Brittany POV
La journée est paradisiaque. Le ciel bleu se confond dans l'horizon avec la mer. Je m'approche du bord. Là, fixée au sol par un petit panier d'osier, une couverture à carreaux m'attend. Pied s nus pour sentir la douceur de l'herbe, je me dirige et m'assois sur elle. Un parfum de paix m'envahit. Il y a ici une tranquillité qui ne pourra jamais être brisée. C'est mon refuge pour les jours comme aujourd'hui.
Elle me manque. Assise en tailleur dans l'herbe, je fixe l'océan qui se déchaine devant moi. Une telle puissance indomptée me rappelle son énergie inépuisable. Dans le soleil chaud, je puise la douceur de son sourire. Le ciel sans nuage m'offre l'expression tranquille que prenaient parfois ses yeux lorsqu'elle était heureuse.
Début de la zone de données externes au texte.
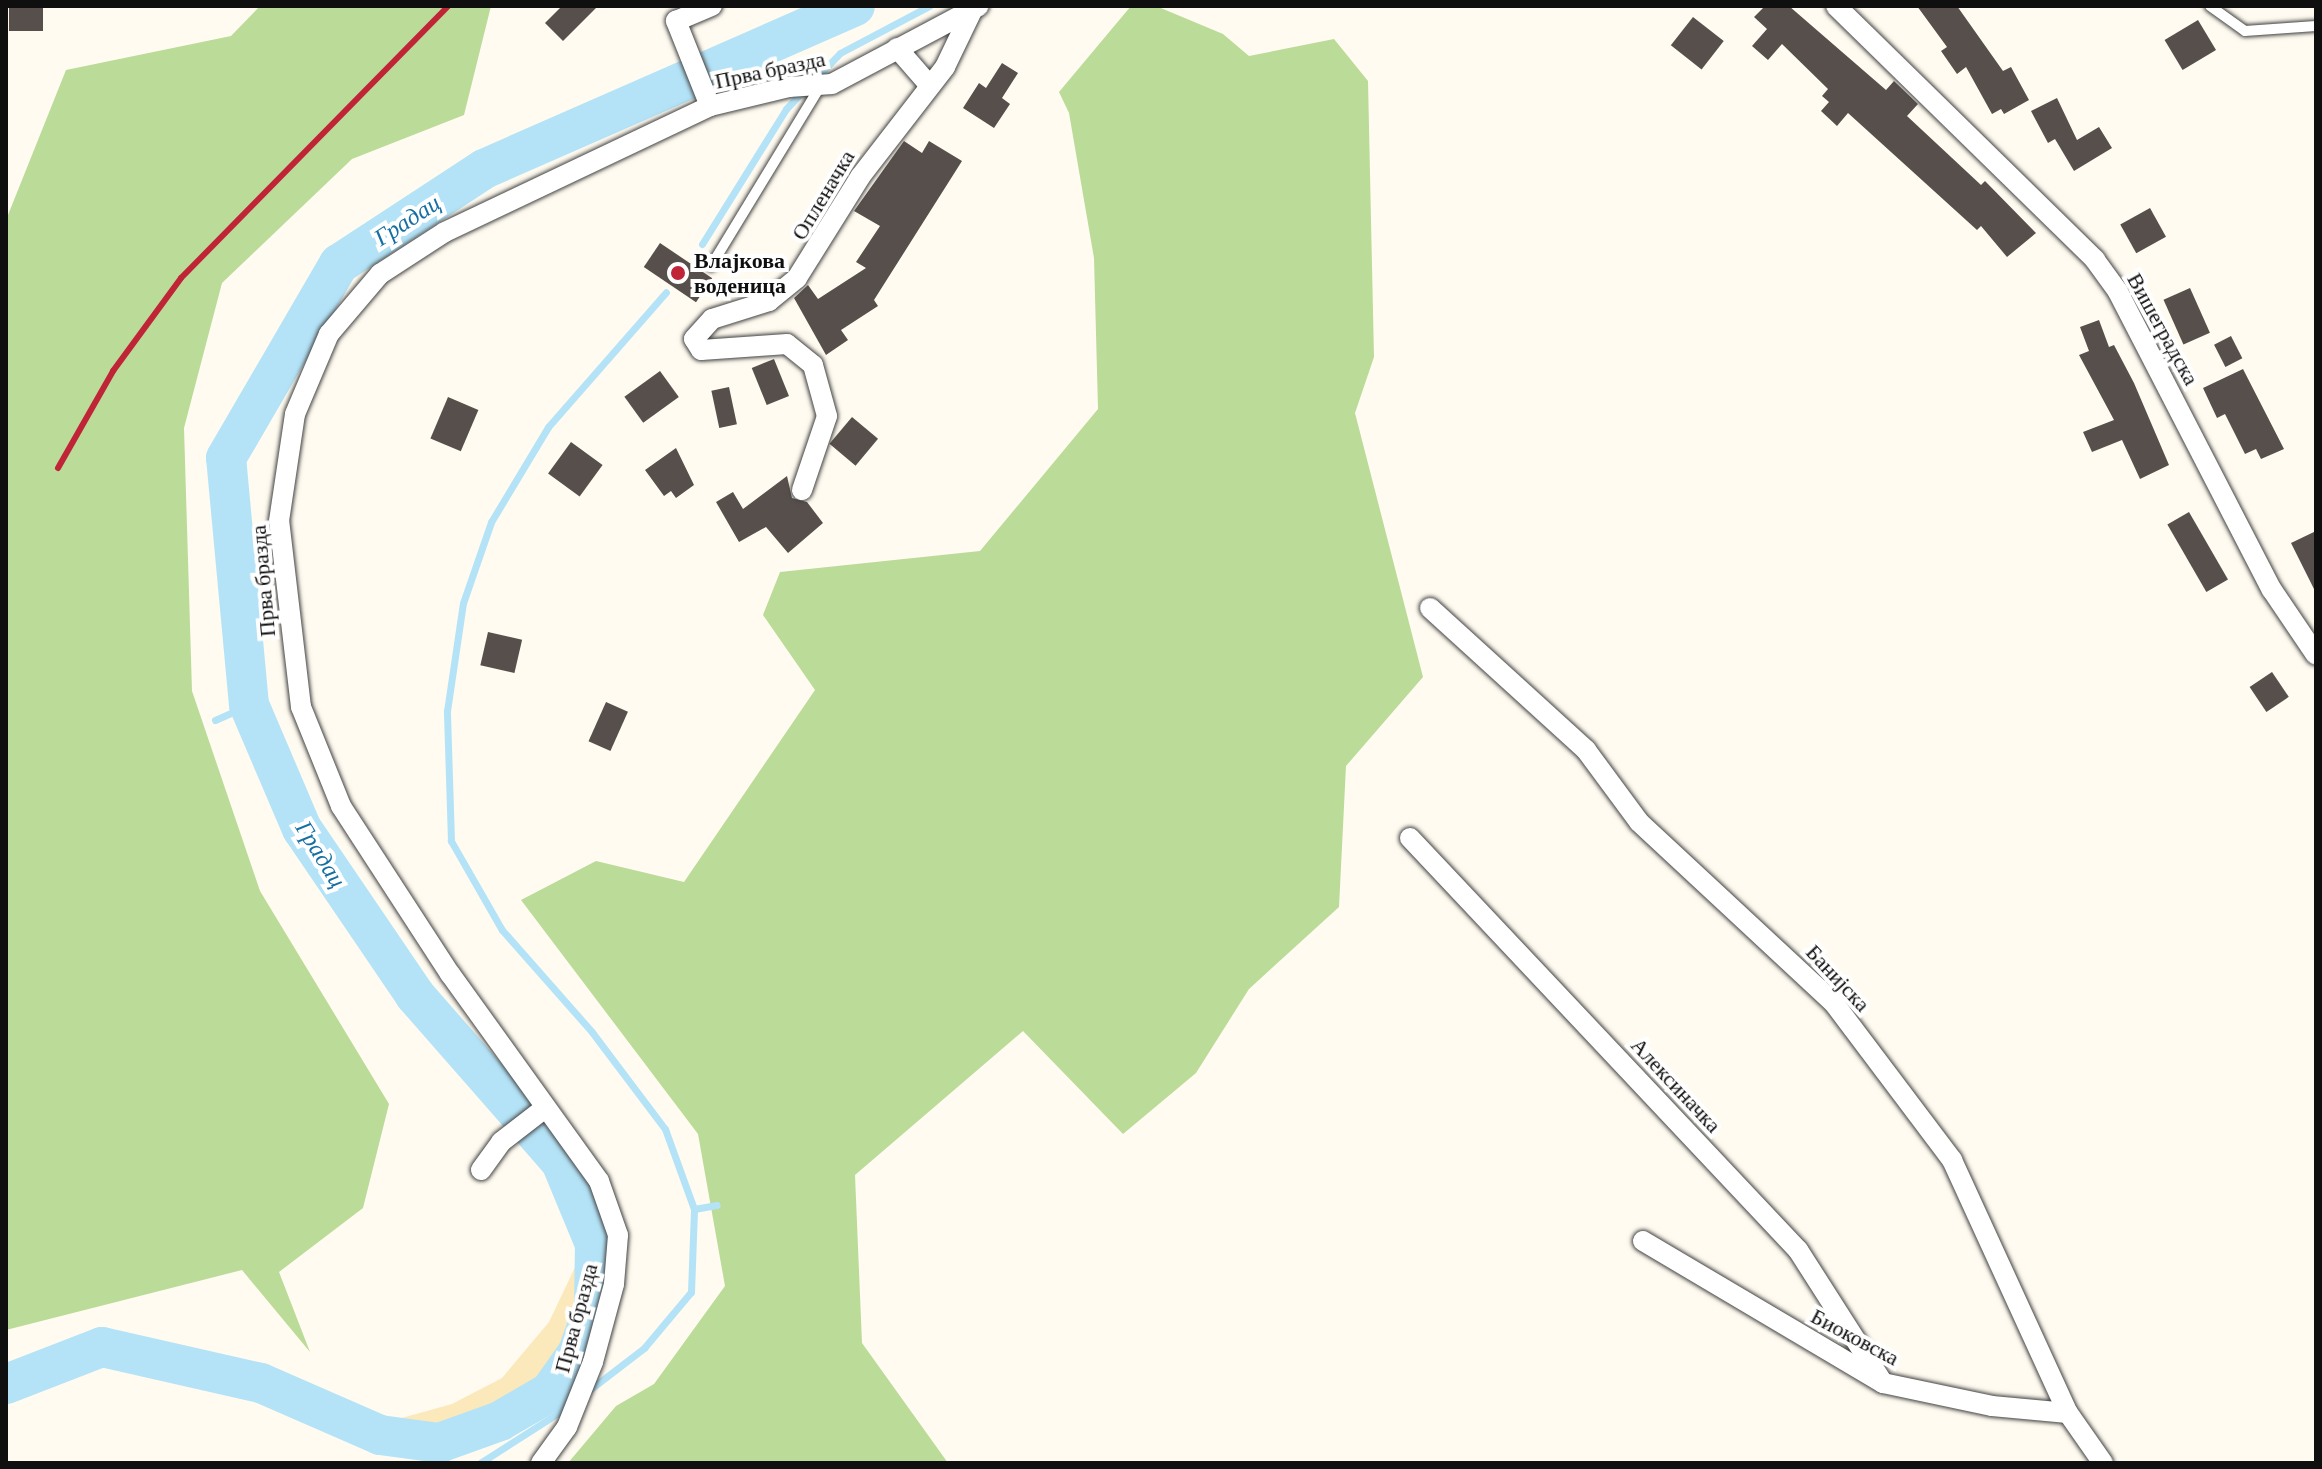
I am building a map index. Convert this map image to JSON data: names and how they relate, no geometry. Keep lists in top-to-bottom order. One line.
{"streets":{"street":["Прва бразда","Опленачка","Вишеградска","Банијска","Алексиначка","Биоковска"]},"crossings":[["Прва бразда","Опленачка"],["Банијска","Биоковска"],["Алексиначка","Биоковска"]],"water":["Градац"],"places":["Влајкова воденица"]}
Un vent frais m'apporte des nouvelles du large me rappelant son odeur fine mais sauvage. Si je frissonne ce n'est pas de froid mais de l'énergie que je sens dans l'air aujourd'hui. Curieusement, c'est une sorte de souffle chaud qui m'enveloppe. Elle est celle destinée à me faire ressentir ce genre de choses, à me donner ces quelques secondes pendant lesquelles je laisse tomber mon propre masque.
Je soupire. Parfois je courre, parfois je me cache. Si l'on me demandait ce que je veux vraiment, je répondrais qu'il s'agit de te serrer contre moi. La couverture qui me protège de l'humidité de l'herbe claque dans le vent. Mes yeux quittent l'étendue sombre pour se poser, plus bas, sur le sable mouillé. Inlassable, la mer s'élance pour conquérir et finit par reculer, vaincue par l'immensité de la tâche. Au pied des rouleaux mourants, je repère une tache sombre qui coure.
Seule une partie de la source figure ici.